Y se acabó, no busquen más delitos. De nada sirvió conocer que el inculpado ya había estado internado casi un año en el Hospital Psiquiátrico de Oviedo, entre 1952 y 1953, por una psicosis luética. En esta ocasión la embriaguez podría haberse tomado como un atenuante, pero no fue así porque se hizo constar expresamente que no se podía acreditar que en el momento de los hechos el encausado fuese presa de intoxicación alcohólica alguna.

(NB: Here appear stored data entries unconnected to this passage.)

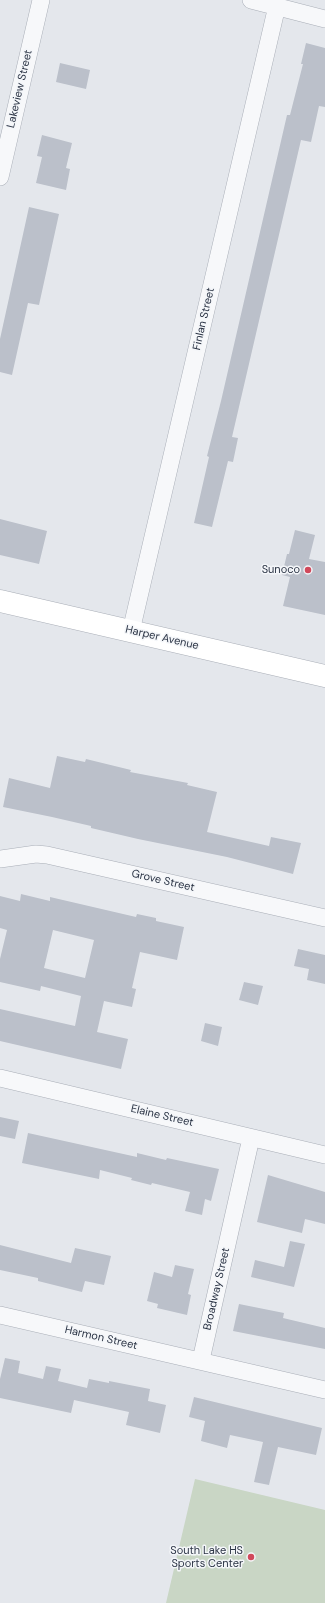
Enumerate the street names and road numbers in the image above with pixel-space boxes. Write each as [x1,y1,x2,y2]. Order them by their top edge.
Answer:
street label: Lakeview Street [5,49,35,129]
street label: Finlan Street [190,286,218,352]
street label: Harper Avenue [124,623,200,653]
street label: Grove Street [130,867,196,895]
street label: Elaine Street [129,1102,195,1130]
street label: Broadway Street [201,1247,233,1331]
street label: Harmon Street [63,1323,139,1353]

Pero es más llamativo que en la argumentación de la sentencia tampoco se apreciase su deterioro mental ya que, según los jueces, "únicamente se desprende que el inculpado aquejó una psicosis luética, encajable entre las enfermedades de esta clase denominadas sintomáticas motivadora de su internamiento en establecimiento psiquiátrico (?) por alta definitiva, previa la provisional por remisión, sin probarse que al tiempo de la comisión del hecho la padeciese". Y para que no quedasen dudas, a la vez se rechazó la posibilidad de que el incidente se hubiese debido a que tuviese su voluntad anulada o reducida por causa de la medicación que seguía tomando.

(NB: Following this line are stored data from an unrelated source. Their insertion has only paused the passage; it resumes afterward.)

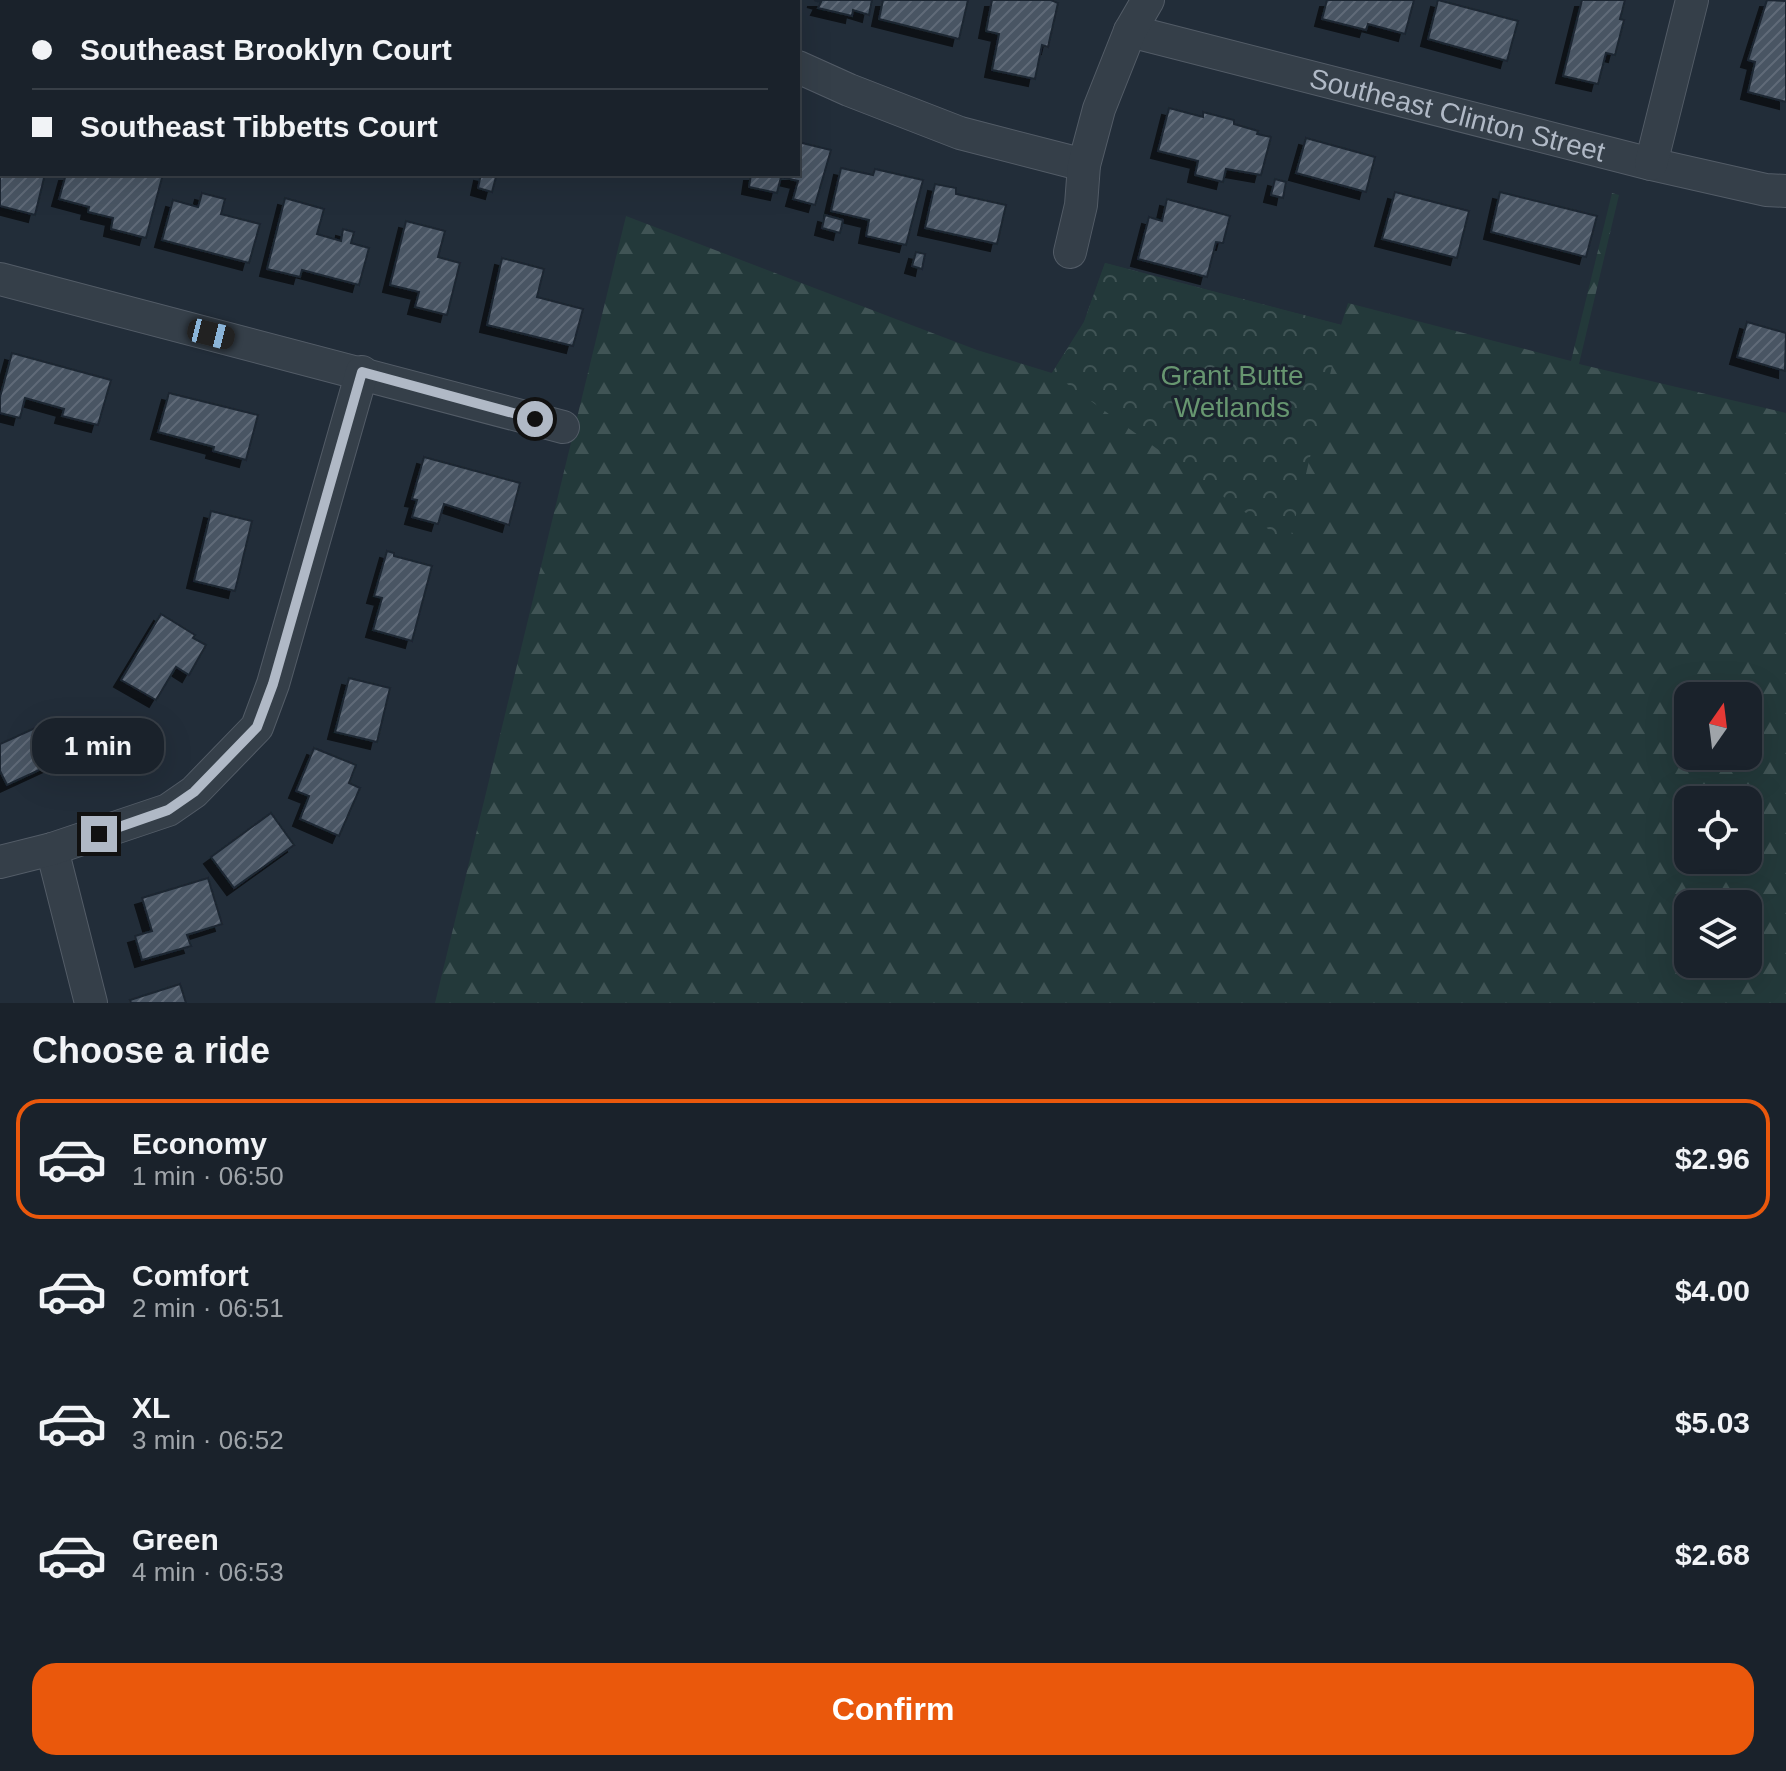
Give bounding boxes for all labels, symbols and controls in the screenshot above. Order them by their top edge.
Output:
text: Southeast Brooklyn Court [80,33,452,66]
street label: Southeast Clinton Street [1306,63,1609,168]
text: Southeast Tibbetts Court [80,110,438,143]
car [185,317,237,351]
park label: Grant Butte Wetlands [1160,360,1304,423]
route start [517,401,553,437]
north arrow [1674,682,1762,770]
map controls [1674,682,1762,978]
callout: 1 min [33,718,165,774]
text: 1 min [64,731,132,761]
button: locate [1674,786,1762,874]
route end [81,816,117,852]
button: layers [1674,890,1762,978]
text: Choose a ride [32,1030,270,1071]
icon: car [36,1123,108,1195]
text: Economy [132,1127,267,1160]
text: $2.96 [1675,1142,1750,1175]
text: 1 min · 06:50 [132,1161,284,1191]
icon: car [36,1255,108,1327]
text: Comfort [132,1259,249,1292]
text: $4.00 [1675,1274,1750,1307]
text: 2 min · 06:51 [132,1293,284,1323]
icon: car [36,1387,108,1459]
text: XL [132,1391,170,1424]
text: $5.03 [1675,1406,1750,1439]
text: 3 min · 06:52 [132,1425,284,1455]
icon: car [36,1519,108,1591]
text: Green [132,1523,219,1556]
text: $2.68 [1675,1538,1750,1571]
text: 4 min · 06:53 [132,1557,284,1587]
button: Confirm [32,1663,1754,1755]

Sin embargo, al consultar -con perdón de los profesionales de la Sanidad- las características del proceso luético, nos encontramos con que a mediados del siglo XX era una de las causas importantes de psicosis, consecuencia de la sífilis, y que en una de sus fases las alteraciones psíquicas que provoca esta enfermedad venérea se caracterizan por "disminución de la memoria de fijación, confusión en la ubicación de recuerdos en tiempo y espacio y alteración de las funciones de cálculo, con un marcado decaimiento del juicio y pérdida de la autocrítica". Por si quedasen dudas, también se reseña con claridad "la pérdida de la noción y el respeto de las jerarquías sociales, manifestándose conductas antisociales con un periodo en el cual se han descrito clásicamente perversiones sexuales, insubordinaciones, robos y pendencias".

Resulta muy difícil que los magistrados no conociesen esto, pero pesó más el buscar una sentencia ejemplarizante ante aquellos que consideraban a la nación vitoreada como el símbolo de la idea que se oponía frontalmente al régimen político español de la época. Por ello S. T. G. fue condenado nada menos que a tres meses de arresto mayor y al pago de las elevadas costas del juicio sin tener en cuenta sus circunstancias personales.

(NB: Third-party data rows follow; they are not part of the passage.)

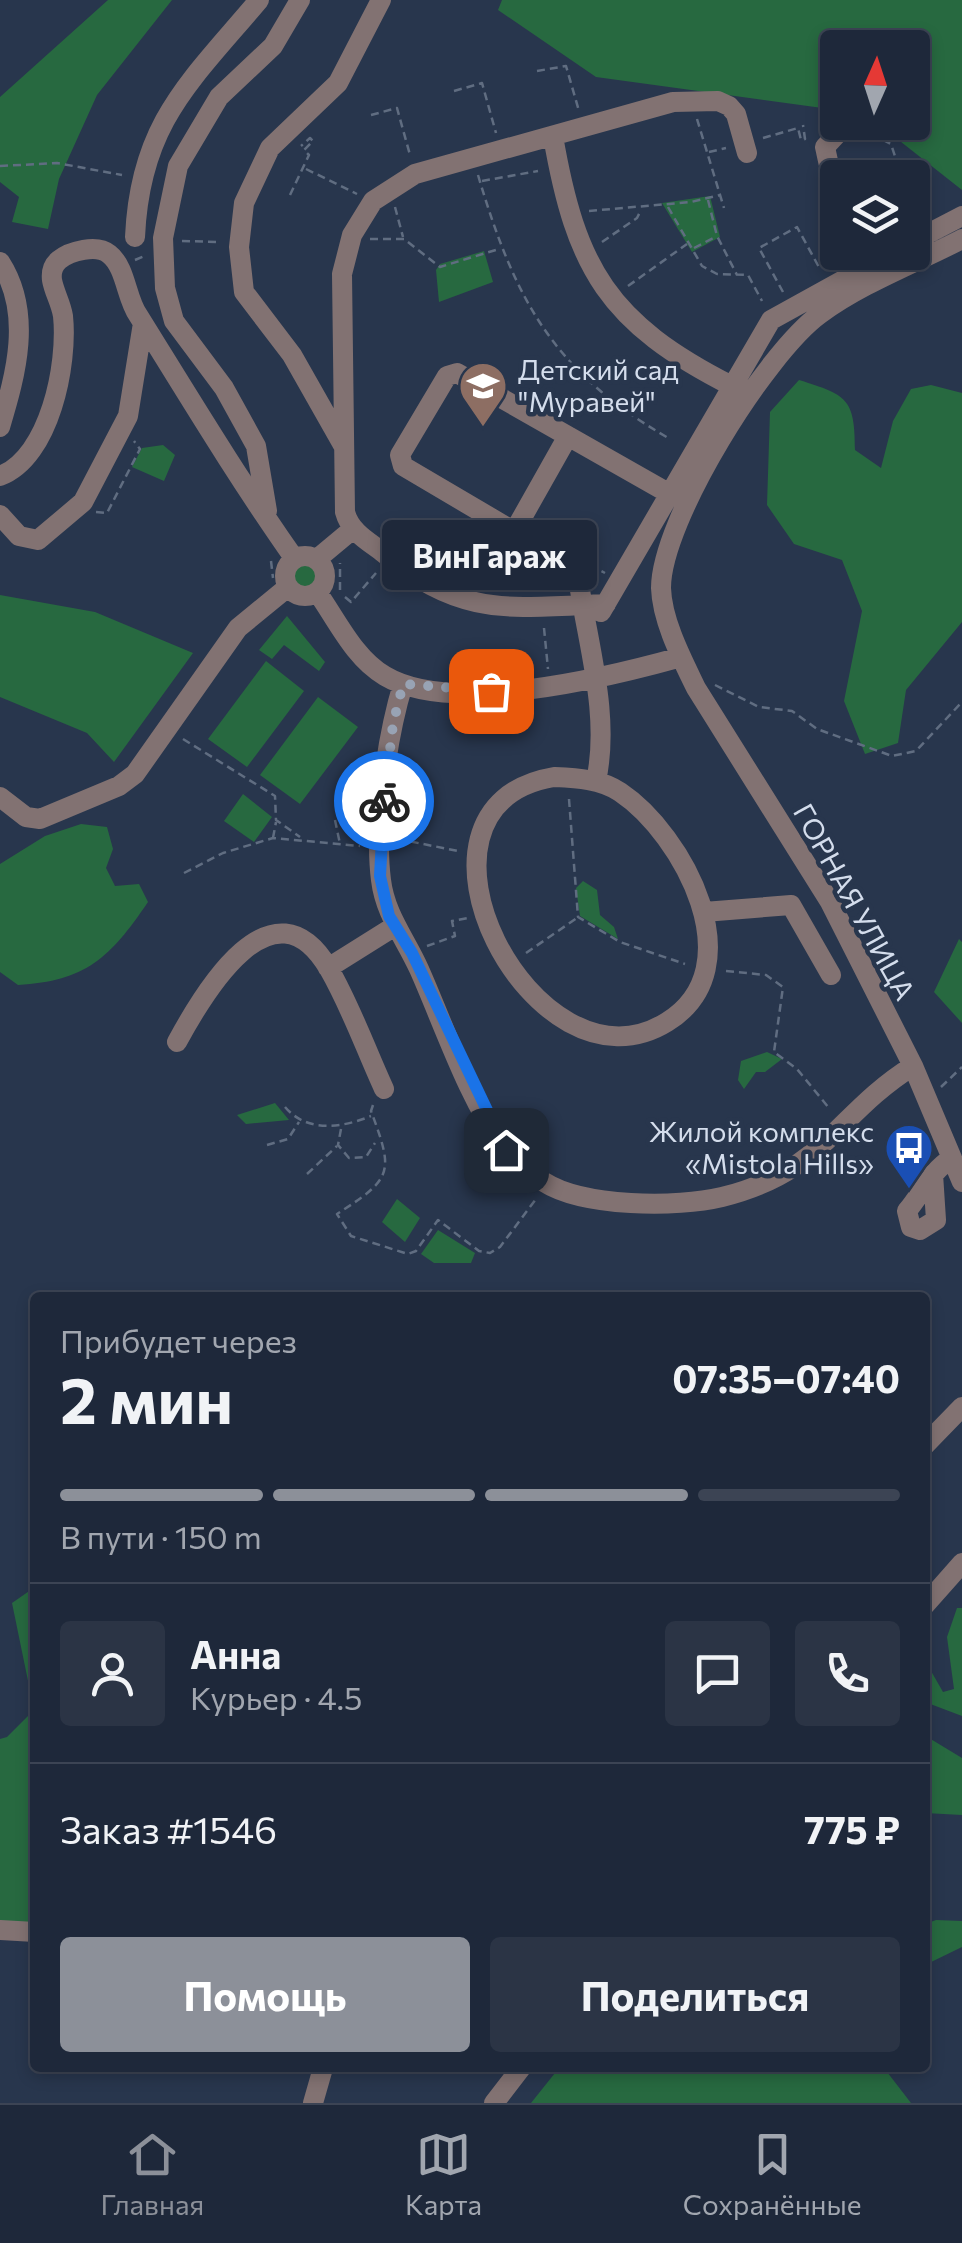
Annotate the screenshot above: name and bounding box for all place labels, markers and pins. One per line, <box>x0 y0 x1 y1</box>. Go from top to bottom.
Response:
place label: Детский сад "Муравей" <box>518 352 679 418</box>
school or university icon: Детский сад "Муравей" <box>457 360 509 428</box>
callout: ВинГараж <box>384 521 598 591</box>
pin <box>449 649 534 734</box>
pin <box>464 1108 549 1193</box>
place label: Жилой комплекс «Mistola Hills» <box>649 1114 874 1180</box>
bus stop icon: Жилой комплекс «Mistola Hills» <box>883 1122 935 1190</box>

Sin que tenga nada que ver con este caso concreto, debemos anotar que ya en plena transición, el 16 de noviembre de 1978, Francisco Mateu Cánoves, uno de aquellos jueces que decidieron en el proceso del mierense, pasó a engrosar la lista de víctimas de ETA cuando fue abatido por un comando en las cercanías de su domicilio de la madrileña calle María de Molina.